Staff Pick: The Mother (2004 DVD)

the mother dvd coverHummmm…”’M’ is for the million things she gave me, ‘O’ means only that she’s growing old…,” oh, forget it. That song’s all wrong for this little jewel of a movie. The movie is The Mother, a title that evokes strong feelings of security and love, but there’s not much of either to go around here for this bunch who are a family in name only.

Grandma May (Anne Reid) and grandpa Toots (Peter Vaughan) have come to London to visit their grandchildren and children, Bobby (Steven Mackintosh) and Paula (Cathryn Bradshaw), but it’s obvious that they’re strangers even though they’re only a tube ride away. Her adolescent grandson has to ask who they are when they walk through the door. When grandpa dies during the visit, the distance between the mother and her children is painfully evident when they pass her back and forth, too wrapped up in their own lives to help her through her grieving.

Then we notice Darren (Daniel Craig), who is renovating Bobby’s home and having an affair with Paula. And May notices, too, befriending him in the quiet hours of the day when her family is gone. They talk, eat lunch together, and it’s not long before she asks him to come with her to the spare room.

The Mother isn’t a pat movie.
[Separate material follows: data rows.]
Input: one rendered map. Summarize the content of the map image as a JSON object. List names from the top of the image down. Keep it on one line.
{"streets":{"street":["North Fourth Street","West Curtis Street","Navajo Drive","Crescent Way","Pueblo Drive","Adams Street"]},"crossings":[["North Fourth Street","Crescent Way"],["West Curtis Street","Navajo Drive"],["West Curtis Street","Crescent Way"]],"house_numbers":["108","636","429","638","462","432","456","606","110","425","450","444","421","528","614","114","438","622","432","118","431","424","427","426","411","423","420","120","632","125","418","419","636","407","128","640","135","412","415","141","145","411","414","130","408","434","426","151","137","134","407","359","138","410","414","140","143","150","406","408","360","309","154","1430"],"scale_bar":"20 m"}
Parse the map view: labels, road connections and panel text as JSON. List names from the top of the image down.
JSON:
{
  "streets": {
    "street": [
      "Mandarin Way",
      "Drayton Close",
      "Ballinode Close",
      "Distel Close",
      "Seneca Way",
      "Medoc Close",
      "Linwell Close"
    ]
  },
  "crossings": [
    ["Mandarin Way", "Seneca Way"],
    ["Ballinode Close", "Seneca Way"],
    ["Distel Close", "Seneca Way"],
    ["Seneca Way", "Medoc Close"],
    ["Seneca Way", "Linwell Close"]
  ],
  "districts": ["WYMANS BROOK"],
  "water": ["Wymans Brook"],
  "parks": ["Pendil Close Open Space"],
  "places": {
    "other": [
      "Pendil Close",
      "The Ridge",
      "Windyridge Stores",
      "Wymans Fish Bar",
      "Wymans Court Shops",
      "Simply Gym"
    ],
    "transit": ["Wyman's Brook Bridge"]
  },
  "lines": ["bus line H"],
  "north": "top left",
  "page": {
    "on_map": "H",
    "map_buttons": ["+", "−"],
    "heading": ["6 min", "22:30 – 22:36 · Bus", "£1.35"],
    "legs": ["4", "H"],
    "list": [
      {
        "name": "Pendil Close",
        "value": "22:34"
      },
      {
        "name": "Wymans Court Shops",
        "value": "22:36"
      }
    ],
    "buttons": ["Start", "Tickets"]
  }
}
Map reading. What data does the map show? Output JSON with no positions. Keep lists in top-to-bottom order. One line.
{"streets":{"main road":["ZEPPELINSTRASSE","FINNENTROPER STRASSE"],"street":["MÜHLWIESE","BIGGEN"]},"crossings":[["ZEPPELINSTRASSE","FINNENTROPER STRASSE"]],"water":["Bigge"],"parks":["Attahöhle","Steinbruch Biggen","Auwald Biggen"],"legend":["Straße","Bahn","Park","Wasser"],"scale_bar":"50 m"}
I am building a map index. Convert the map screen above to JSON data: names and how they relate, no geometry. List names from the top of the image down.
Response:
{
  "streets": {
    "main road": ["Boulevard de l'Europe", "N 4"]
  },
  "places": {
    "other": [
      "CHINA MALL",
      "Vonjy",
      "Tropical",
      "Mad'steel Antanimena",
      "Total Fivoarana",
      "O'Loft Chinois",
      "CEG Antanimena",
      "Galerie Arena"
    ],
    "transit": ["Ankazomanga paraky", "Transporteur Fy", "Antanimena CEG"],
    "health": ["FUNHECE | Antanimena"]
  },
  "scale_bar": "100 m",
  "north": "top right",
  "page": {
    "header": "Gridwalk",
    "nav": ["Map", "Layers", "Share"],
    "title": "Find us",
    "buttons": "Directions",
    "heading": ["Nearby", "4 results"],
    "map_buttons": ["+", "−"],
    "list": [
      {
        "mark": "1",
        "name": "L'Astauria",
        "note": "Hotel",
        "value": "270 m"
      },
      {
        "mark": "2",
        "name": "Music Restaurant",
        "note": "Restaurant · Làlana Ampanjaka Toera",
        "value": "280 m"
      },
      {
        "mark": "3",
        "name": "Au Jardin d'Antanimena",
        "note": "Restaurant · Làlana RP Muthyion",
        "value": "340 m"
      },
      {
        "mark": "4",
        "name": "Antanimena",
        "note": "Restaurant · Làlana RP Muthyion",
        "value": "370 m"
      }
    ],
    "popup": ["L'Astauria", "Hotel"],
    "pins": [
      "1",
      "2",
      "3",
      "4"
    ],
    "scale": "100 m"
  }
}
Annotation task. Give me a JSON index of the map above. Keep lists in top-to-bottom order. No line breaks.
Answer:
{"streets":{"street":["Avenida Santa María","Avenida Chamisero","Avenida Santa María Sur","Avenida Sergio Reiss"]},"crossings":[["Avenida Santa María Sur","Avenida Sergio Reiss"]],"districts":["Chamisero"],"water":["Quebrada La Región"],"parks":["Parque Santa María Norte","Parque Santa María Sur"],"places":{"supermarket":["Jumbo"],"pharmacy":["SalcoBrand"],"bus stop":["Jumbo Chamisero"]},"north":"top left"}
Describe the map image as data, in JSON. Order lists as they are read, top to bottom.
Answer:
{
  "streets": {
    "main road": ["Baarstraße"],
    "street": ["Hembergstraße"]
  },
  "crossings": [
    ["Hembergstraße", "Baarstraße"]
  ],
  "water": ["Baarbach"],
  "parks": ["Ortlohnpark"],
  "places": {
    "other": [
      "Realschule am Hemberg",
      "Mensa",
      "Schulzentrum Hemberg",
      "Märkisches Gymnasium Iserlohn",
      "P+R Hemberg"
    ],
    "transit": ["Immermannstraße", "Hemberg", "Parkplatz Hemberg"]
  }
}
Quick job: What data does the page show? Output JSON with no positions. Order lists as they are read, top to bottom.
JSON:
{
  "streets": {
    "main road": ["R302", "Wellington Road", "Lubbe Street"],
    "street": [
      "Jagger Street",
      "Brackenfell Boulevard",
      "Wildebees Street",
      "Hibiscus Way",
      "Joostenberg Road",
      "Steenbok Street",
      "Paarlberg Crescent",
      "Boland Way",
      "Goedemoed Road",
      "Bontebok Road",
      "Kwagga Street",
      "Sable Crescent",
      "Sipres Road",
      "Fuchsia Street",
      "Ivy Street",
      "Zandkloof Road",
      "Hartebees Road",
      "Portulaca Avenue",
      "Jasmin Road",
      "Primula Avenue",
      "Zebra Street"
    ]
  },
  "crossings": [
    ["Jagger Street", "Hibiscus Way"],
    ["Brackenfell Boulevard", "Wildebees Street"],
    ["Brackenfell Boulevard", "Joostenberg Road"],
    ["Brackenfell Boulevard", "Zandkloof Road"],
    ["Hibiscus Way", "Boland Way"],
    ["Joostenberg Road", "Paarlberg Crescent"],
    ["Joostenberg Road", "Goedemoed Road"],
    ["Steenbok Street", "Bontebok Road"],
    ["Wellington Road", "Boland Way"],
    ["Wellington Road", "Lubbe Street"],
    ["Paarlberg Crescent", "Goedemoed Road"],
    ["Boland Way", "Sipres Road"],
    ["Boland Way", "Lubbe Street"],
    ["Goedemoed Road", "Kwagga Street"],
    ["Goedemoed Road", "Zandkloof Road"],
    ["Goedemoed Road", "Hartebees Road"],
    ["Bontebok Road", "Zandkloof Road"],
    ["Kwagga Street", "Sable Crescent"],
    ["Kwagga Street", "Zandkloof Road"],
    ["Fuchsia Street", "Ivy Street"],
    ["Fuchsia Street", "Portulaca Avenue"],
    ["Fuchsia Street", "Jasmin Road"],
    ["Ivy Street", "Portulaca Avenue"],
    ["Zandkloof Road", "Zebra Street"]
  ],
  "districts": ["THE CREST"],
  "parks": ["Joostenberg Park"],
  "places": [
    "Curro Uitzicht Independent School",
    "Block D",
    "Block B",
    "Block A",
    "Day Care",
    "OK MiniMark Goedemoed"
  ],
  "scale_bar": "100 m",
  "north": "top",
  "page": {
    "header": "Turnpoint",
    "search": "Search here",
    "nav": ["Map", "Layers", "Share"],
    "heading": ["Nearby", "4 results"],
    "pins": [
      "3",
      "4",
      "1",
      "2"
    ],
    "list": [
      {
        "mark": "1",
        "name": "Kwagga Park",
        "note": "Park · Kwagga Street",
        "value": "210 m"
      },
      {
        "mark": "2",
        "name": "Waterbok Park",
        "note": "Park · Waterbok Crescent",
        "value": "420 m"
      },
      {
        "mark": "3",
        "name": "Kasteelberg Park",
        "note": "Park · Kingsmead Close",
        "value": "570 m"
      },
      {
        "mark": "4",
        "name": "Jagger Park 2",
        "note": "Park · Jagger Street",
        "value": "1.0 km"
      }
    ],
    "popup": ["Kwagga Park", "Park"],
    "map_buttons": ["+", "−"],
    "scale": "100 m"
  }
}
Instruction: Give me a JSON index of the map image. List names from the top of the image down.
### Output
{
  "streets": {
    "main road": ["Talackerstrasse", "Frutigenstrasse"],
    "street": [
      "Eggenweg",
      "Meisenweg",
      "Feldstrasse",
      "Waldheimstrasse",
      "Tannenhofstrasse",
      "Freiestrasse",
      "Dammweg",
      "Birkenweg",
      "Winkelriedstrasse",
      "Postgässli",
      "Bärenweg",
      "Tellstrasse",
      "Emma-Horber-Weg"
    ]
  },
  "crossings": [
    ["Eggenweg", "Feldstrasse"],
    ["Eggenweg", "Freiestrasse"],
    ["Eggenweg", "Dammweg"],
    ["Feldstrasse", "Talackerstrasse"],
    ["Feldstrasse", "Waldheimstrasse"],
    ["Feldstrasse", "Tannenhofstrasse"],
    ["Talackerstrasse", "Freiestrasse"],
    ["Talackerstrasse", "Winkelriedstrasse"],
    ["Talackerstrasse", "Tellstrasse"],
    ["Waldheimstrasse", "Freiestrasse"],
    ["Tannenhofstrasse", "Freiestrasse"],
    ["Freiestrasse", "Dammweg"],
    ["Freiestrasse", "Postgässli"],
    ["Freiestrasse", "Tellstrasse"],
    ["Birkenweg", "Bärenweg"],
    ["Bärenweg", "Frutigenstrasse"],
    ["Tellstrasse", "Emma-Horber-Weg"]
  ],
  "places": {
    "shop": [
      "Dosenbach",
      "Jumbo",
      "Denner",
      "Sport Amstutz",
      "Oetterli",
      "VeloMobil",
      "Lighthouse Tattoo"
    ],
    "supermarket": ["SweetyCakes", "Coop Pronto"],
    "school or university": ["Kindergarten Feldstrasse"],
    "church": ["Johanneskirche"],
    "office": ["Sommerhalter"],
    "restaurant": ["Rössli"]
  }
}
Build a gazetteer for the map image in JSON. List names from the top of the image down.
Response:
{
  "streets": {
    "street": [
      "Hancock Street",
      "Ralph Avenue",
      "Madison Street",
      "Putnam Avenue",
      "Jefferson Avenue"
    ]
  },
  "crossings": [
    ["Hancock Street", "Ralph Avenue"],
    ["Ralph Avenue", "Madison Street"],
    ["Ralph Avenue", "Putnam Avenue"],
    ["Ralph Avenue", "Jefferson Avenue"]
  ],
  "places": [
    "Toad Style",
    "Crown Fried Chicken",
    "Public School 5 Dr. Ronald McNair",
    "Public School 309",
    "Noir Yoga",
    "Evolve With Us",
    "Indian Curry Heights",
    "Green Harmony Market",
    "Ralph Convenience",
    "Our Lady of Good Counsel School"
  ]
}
Bobby and Paula might not be all that likeable, but May might not be the martyred mother she appears to be. True, her son is self-absorbed and her daughter is a package of jagged nerves and low self-esteem, but they might have their reasons for distancing themselves from the mother who was distant to them in childhood. So who here gets blaming rights? And when money gets introduced into the little love affair, dear old mum proves to be just as controlling and selfish as her younger counterparts.